▶ [Try it]: Filter out all lines without the word "linecap" from the data below, please, and copy the rest.

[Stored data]
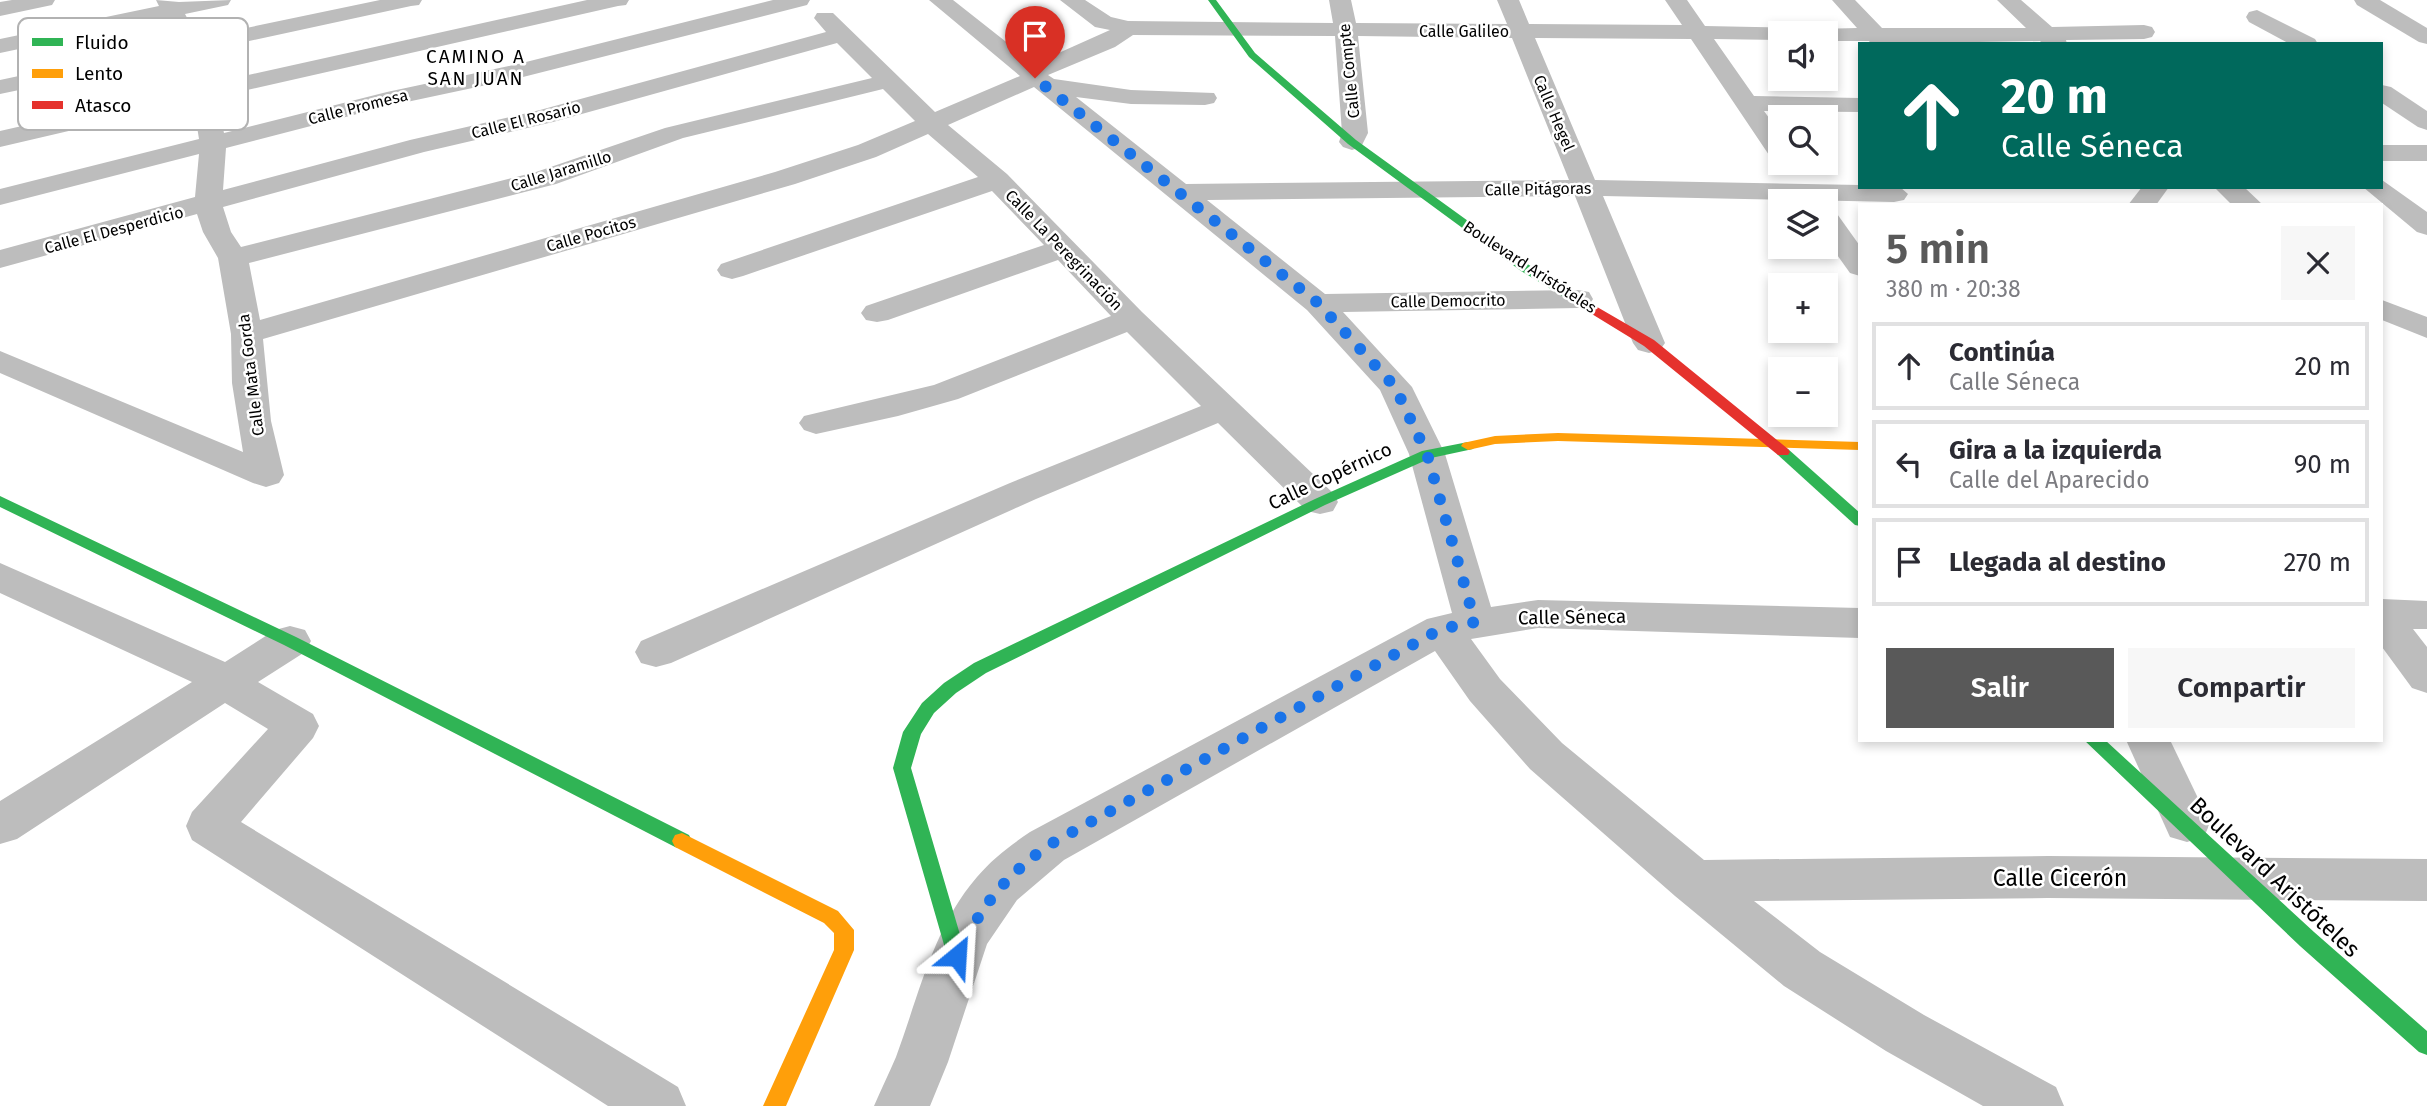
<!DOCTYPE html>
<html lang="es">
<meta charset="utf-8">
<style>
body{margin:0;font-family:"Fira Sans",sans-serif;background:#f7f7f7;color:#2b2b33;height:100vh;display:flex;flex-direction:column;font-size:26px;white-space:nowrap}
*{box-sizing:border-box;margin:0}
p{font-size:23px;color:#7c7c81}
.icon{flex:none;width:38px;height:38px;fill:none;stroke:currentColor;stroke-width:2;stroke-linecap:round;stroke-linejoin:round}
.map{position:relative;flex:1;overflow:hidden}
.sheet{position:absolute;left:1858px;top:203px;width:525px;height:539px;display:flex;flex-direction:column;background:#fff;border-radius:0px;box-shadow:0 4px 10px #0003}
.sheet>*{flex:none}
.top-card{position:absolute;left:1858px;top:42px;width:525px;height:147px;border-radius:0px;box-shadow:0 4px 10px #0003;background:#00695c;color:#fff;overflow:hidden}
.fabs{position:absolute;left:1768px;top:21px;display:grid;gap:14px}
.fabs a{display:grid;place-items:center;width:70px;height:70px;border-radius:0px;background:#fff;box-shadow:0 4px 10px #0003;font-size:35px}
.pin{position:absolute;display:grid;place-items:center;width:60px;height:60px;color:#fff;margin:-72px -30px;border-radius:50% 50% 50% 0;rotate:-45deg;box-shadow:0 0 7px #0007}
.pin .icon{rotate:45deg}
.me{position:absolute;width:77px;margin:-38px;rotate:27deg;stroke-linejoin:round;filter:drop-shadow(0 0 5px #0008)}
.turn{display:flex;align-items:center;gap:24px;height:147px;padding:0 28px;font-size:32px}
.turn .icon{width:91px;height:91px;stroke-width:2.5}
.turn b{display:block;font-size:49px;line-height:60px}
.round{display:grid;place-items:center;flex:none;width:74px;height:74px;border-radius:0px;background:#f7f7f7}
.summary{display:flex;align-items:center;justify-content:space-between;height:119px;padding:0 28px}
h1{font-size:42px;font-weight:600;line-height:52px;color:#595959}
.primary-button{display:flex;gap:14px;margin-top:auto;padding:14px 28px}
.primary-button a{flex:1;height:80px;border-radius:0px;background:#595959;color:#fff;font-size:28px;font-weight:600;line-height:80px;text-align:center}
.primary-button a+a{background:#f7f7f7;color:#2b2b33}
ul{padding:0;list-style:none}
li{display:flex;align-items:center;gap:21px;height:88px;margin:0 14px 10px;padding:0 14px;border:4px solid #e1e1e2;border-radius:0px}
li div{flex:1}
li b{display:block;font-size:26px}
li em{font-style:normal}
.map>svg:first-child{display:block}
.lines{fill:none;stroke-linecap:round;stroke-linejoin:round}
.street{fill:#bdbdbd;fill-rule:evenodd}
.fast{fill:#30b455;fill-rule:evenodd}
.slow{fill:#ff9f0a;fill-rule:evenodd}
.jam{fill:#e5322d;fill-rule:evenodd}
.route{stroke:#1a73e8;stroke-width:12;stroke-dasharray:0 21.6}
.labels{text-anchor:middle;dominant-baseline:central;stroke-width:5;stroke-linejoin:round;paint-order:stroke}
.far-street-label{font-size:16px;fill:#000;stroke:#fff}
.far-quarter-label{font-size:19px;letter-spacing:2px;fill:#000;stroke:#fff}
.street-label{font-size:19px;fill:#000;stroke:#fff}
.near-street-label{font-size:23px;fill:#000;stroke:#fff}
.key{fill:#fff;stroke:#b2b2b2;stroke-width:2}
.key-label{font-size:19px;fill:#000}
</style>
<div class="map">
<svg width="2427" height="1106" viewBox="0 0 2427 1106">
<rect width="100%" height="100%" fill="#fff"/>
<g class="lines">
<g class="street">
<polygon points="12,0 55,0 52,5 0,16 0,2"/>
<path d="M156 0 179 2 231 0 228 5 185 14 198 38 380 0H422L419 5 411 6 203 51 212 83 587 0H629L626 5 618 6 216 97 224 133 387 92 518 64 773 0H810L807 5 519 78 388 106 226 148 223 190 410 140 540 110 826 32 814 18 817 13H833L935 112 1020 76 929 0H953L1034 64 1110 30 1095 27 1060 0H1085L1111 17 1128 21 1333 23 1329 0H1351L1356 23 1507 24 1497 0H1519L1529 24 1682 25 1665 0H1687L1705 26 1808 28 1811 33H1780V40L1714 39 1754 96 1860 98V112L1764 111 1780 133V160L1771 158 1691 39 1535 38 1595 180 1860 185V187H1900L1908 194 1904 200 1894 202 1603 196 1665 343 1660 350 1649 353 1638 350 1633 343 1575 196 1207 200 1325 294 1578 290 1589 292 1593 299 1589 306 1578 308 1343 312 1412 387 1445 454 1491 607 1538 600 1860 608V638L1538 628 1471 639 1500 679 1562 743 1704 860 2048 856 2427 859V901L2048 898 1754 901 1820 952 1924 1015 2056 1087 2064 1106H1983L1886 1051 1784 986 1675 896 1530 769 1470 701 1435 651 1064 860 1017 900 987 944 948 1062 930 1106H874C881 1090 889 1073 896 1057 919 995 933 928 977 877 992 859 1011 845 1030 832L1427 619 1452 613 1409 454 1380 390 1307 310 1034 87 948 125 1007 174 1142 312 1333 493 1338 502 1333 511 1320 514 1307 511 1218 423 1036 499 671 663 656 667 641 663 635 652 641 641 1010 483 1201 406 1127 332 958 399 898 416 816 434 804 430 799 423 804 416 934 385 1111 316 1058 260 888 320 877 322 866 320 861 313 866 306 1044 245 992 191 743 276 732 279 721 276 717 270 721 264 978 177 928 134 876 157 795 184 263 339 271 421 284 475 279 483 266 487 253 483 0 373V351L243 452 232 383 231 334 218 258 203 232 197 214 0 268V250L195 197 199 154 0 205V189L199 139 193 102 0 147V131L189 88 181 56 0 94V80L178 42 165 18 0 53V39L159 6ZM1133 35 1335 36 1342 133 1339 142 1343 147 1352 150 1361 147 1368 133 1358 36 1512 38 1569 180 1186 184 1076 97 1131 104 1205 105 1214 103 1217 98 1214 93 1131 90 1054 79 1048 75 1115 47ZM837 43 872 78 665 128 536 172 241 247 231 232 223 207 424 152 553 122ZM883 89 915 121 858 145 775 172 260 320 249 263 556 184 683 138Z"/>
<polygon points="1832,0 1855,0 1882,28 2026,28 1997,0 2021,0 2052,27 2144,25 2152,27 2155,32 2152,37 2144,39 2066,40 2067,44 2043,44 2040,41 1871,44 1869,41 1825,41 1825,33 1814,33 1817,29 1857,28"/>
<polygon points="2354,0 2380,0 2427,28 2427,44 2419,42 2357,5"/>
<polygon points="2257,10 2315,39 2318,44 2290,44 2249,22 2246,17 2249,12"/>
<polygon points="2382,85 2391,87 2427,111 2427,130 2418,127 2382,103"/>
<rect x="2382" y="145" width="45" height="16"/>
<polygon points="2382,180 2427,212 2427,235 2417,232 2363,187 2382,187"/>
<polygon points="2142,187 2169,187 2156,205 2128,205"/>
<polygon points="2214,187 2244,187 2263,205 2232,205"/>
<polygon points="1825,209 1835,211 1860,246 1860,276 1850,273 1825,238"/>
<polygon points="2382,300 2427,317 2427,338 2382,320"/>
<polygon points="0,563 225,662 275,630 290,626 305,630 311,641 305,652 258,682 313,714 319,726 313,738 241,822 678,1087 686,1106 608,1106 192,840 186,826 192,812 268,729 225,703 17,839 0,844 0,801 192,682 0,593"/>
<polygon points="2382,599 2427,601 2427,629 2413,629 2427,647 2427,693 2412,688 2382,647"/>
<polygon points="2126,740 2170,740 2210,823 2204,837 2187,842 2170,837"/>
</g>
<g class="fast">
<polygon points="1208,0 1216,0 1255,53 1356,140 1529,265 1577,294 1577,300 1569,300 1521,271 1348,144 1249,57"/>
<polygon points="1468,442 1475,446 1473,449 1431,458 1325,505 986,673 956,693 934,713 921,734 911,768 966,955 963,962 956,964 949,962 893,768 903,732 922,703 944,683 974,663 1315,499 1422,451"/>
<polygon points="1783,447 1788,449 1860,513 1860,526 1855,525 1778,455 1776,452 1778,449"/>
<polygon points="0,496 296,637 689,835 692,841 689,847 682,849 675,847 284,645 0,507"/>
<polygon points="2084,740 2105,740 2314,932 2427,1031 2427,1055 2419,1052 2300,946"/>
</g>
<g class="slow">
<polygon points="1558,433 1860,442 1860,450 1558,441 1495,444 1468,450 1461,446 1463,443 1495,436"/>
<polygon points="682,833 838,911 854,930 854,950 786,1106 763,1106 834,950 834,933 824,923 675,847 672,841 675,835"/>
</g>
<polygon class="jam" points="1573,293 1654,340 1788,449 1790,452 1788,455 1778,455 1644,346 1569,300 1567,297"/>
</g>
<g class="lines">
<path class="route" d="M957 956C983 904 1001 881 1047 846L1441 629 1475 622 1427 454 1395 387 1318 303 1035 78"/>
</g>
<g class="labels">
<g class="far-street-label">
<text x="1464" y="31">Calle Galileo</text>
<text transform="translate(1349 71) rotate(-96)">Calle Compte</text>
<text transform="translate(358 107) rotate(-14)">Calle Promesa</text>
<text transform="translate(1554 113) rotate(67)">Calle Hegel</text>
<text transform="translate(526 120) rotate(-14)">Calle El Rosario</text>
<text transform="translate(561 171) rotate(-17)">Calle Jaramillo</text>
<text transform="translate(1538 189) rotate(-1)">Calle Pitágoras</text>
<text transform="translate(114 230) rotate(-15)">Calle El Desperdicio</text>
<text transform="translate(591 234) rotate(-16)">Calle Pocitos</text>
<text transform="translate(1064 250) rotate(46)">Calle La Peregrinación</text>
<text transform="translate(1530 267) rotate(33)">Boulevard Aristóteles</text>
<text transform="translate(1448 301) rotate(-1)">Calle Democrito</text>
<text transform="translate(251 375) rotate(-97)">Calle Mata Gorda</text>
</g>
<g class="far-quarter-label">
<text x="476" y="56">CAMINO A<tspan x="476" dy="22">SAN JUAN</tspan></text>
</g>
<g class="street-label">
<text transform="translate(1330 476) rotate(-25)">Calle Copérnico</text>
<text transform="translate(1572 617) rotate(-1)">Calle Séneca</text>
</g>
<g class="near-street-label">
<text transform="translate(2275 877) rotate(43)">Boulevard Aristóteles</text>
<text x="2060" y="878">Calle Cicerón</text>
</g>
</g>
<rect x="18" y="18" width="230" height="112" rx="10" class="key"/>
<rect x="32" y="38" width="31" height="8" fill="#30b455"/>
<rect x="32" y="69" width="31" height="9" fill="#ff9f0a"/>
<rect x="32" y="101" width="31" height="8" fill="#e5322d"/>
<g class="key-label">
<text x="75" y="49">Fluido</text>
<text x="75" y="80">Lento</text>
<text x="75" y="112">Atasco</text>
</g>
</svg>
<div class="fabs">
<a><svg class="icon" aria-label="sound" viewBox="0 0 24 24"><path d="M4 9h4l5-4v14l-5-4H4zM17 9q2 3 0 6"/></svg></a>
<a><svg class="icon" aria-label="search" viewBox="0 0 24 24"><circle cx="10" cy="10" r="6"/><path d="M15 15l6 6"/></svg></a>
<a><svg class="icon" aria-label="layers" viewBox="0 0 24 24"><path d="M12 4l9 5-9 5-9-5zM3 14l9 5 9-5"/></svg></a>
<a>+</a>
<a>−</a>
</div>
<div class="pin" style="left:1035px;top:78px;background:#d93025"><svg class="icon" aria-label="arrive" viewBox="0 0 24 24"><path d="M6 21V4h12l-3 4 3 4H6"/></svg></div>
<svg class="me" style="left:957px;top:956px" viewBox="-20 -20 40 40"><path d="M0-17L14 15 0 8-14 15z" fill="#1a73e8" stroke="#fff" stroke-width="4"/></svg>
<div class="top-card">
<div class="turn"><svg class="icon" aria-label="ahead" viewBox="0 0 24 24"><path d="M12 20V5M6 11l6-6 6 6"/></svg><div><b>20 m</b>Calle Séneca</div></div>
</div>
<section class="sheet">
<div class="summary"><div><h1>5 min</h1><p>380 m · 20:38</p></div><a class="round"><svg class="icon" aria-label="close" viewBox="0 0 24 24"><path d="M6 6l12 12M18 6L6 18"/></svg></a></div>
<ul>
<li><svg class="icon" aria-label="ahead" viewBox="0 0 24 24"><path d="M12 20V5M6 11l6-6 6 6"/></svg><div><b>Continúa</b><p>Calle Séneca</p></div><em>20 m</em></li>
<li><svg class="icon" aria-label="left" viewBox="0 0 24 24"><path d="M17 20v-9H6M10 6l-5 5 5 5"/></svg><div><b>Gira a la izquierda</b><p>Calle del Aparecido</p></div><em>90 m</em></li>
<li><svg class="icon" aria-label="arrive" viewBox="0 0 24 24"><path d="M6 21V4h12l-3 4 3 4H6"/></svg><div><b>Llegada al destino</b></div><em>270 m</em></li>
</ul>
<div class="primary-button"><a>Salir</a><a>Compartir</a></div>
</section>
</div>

▶ [Result of the task]:
.icon{flex:none;width:38px;height:38px;fill:none;stroke:currentColor;stroke-width:2;stroke-linecap:round;stroke-linejoin:round}
.lines{fill:none;stroke-linecap:round;stroke-linejoin:round}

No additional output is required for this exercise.